■ WORK INSTRUCTIONS: Copy every line of the data in which the word "paint" occurs.

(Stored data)
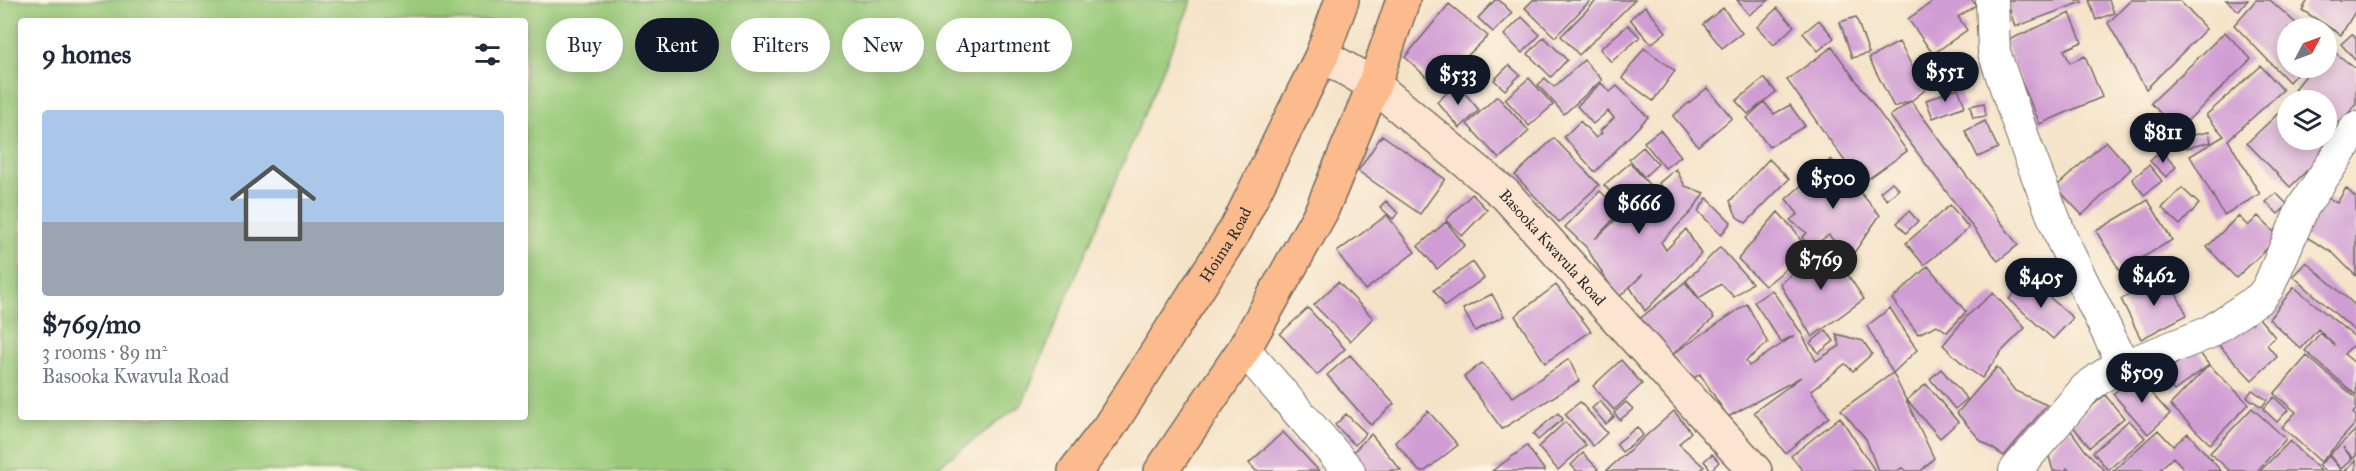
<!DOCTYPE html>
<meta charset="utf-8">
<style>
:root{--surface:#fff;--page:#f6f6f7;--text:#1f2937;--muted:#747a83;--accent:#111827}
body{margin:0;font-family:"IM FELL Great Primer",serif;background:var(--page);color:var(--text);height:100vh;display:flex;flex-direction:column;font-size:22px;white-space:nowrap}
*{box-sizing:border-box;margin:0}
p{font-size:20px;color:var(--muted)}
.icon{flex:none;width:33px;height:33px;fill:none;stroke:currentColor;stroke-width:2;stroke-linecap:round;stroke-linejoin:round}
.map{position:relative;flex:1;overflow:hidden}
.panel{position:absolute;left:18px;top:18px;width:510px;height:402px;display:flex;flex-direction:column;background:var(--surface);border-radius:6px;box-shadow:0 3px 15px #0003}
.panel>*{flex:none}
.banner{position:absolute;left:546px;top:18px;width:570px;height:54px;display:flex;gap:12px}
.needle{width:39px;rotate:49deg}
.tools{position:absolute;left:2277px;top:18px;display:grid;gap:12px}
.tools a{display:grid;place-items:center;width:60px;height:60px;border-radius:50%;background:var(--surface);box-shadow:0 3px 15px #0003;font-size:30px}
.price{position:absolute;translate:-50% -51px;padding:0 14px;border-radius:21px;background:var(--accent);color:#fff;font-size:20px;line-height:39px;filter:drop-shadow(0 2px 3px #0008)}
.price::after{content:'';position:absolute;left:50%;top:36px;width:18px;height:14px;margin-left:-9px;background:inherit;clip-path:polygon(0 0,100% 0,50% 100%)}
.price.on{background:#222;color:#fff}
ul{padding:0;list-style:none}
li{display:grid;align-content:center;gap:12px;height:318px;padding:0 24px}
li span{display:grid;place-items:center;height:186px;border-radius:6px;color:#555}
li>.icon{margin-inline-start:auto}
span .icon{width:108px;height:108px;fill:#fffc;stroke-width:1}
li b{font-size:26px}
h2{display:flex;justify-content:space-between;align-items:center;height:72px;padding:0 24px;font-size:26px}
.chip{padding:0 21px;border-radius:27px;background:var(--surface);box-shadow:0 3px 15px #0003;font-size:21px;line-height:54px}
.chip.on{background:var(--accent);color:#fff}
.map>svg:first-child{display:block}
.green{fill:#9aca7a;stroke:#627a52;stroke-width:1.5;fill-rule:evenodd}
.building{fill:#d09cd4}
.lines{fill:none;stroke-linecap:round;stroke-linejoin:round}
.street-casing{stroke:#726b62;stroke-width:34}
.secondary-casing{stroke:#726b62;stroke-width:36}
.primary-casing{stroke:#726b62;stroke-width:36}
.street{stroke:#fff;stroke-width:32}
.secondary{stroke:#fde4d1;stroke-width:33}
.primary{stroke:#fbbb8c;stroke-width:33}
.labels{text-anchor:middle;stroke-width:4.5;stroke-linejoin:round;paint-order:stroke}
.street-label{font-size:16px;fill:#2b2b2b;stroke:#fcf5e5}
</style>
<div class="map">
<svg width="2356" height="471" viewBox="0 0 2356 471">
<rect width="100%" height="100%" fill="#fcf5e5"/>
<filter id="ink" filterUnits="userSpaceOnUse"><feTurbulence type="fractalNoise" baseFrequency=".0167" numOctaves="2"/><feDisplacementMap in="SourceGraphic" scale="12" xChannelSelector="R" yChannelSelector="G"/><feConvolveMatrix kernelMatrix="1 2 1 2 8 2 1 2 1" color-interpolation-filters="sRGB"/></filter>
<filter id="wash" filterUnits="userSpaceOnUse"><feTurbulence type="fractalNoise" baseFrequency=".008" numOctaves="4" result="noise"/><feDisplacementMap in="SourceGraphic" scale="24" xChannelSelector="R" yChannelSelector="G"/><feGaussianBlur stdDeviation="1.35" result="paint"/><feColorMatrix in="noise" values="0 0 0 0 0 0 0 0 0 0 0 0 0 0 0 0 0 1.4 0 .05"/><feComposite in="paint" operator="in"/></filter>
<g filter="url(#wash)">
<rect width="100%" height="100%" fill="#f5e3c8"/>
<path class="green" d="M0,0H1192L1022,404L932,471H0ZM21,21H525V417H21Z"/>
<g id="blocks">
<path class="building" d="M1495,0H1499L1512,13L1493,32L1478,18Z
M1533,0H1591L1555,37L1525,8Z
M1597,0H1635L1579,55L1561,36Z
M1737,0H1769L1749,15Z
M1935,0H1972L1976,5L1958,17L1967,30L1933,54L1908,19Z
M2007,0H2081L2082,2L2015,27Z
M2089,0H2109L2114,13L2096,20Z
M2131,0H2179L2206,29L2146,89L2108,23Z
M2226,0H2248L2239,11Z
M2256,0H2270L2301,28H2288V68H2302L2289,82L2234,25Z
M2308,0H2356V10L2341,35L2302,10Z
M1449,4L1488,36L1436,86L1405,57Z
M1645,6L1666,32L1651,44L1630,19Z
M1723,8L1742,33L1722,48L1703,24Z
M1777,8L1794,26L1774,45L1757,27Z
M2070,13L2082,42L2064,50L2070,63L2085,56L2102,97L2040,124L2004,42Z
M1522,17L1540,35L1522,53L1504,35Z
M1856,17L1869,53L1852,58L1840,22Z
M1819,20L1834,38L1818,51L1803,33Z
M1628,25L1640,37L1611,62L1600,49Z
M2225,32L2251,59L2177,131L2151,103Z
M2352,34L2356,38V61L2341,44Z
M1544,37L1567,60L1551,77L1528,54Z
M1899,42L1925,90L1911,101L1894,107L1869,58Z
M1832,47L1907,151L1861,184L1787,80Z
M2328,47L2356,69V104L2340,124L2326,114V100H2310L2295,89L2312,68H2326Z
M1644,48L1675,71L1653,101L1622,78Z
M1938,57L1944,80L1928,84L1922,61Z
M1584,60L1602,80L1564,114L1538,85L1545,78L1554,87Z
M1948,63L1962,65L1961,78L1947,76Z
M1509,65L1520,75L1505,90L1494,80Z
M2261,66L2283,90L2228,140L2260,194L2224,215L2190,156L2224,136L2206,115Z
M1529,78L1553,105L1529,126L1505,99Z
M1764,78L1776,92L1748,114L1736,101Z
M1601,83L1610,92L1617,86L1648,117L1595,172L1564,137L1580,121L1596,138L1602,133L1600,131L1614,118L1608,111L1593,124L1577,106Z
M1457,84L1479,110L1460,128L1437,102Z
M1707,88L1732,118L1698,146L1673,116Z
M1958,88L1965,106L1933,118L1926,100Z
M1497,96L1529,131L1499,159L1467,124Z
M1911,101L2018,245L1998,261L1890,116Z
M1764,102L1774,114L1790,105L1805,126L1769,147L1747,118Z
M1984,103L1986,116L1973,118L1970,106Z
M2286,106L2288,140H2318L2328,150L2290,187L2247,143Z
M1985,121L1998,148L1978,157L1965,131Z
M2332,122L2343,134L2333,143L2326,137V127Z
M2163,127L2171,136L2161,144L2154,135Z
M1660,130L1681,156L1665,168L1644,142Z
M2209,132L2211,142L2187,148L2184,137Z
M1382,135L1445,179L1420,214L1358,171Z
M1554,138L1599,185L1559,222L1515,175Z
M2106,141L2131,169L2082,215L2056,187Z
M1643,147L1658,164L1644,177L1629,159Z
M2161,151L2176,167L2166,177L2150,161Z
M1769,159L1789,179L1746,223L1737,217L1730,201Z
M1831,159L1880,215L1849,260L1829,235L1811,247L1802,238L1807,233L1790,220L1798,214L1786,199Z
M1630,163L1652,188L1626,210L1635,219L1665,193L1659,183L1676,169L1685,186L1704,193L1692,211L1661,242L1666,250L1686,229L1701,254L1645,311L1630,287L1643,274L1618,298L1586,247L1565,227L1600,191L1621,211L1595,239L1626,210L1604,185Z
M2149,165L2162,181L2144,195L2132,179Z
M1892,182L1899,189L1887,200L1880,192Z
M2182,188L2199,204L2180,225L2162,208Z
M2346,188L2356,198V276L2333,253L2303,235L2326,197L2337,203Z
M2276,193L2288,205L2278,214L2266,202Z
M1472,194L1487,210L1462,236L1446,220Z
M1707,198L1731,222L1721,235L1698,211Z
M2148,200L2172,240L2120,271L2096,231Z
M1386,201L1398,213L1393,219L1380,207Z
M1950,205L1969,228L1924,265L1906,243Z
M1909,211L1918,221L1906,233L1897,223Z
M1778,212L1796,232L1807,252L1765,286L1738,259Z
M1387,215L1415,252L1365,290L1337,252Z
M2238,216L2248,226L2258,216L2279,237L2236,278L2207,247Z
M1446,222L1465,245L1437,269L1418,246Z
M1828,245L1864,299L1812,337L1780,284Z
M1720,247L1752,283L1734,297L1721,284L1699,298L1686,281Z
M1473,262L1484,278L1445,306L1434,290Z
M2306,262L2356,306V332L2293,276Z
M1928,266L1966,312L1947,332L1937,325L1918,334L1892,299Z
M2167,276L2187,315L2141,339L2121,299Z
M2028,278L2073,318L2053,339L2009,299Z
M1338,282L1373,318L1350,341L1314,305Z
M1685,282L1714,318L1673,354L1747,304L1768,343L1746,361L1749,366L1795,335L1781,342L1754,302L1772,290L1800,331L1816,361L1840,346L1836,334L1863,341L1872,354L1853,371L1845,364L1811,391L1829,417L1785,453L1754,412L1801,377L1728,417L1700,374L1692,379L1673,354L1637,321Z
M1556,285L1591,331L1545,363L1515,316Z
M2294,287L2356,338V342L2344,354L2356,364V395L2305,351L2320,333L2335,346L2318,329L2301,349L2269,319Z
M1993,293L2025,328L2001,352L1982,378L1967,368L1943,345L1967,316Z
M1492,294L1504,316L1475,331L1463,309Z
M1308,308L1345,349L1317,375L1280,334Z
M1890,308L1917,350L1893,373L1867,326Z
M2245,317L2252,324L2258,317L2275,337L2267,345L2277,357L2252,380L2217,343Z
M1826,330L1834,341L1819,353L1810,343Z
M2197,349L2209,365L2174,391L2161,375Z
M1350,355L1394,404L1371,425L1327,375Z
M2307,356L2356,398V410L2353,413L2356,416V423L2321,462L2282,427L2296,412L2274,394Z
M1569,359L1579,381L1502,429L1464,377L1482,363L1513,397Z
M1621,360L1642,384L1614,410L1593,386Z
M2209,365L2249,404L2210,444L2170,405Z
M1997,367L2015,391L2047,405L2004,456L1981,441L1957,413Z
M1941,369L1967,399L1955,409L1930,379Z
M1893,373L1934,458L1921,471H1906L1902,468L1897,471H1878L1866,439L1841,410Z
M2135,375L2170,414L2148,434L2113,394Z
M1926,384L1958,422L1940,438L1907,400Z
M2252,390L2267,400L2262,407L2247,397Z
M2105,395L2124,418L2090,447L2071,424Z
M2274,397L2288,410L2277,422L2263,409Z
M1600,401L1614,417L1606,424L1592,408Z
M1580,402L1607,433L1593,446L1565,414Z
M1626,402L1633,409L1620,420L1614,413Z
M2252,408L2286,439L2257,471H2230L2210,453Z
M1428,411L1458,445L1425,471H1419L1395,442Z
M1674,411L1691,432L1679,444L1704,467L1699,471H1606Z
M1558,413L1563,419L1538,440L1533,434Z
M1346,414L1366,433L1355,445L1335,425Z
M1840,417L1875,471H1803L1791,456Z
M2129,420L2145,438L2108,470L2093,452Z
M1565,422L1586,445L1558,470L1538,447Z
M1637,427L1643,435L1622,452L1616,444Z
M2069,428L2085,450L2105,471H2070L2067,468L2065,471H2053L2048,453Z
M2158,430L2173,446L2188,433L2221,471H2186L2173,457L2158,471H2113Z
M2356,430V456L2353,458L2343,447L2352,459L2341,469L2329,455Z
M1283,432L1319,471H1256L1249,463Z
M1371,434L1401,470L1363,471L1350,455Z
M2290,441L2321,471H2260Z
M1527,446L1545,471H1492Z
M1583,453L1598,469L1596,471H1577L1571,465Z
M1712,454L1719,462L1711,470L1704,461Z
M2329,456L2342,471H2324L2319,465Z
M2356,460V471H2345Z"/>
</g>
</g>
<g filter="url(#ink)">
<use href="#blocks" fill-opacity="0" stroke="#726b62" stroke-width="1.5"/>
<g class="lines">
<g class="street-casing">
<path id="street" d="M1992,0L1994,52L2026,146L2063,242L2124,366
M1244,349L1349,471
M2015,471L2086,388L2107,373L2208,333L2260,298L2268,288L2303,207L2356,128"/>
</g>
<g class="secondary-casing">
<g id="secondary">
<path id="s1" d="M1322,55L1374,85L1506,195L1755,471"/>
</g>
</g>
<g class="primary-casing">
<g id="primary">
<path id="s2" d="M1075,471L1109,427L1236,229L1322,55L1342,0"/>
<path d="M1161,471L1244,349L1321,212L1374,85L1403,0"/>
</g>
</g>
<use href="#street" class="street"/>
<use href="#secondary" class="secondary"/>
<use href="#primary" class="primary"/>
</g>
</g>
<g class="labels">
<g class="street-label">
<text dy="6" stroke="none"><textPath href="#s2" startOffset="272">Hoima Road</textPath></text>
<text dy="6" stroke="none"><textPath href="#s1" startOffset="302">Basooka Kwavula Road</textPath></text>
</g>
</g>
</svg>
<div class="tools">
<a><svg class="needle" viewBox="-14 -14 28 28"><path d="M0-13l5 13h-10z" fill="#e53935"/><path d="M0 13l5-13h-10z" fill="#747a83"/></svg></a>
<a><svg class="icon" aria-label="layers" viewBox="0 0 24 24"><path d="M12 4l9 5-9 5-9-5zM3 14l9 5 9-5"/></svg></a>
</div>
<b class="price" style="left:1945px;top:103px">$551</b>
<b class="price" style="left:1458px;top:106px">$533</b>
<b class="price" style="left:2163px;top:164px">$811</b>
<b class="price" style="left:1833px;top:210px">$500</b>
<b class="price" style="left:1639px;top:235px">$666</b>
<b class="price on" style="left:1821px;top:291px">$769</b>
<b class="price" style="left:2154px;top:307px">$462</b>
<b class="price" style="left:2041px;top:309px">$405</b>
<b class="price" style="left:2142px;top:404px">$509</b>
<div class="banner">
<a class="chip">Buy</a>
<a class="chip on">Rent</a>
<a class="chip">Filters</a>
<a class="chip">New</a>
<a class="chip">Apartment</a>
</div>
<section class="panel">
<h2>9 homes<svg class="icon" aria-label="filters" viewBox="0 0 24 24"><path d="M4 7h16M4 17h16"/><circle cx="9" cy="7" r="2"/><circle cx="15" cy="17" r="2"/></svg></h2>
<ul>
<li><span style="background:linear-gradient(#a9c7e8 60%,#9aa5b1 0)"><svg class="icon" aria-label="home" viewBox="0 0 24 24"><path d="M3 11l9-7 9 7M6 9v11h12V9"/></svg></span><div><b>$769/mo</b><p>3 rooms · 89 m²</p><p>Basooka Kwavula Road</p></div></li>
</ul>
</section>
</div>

■ OUTPUT:
.labels{text-anchor:middle;stroke-width:4.5;stroke-linejoin:round;paint-order:stroke}
<filter id="wash" filterUnits="userSpaceOnUse"><feTurbulence type="fractalNoise" baseFrequency=".008" numOctaves="4" result="noise"/><feDisplacementMap in="SourceGraphic" scale="24" xChannelSelector="R" yChannelSelector="G"/><feGaussianBlur stdDeviation="1.35" result="paint"/><feColorMatrix in="noise" values="0 0 0 0 0 0 0 0 0 0 0 0 0 0 0 0 0 1.4 0 .05"/><feComposite in="paint" operator="in"/></filter>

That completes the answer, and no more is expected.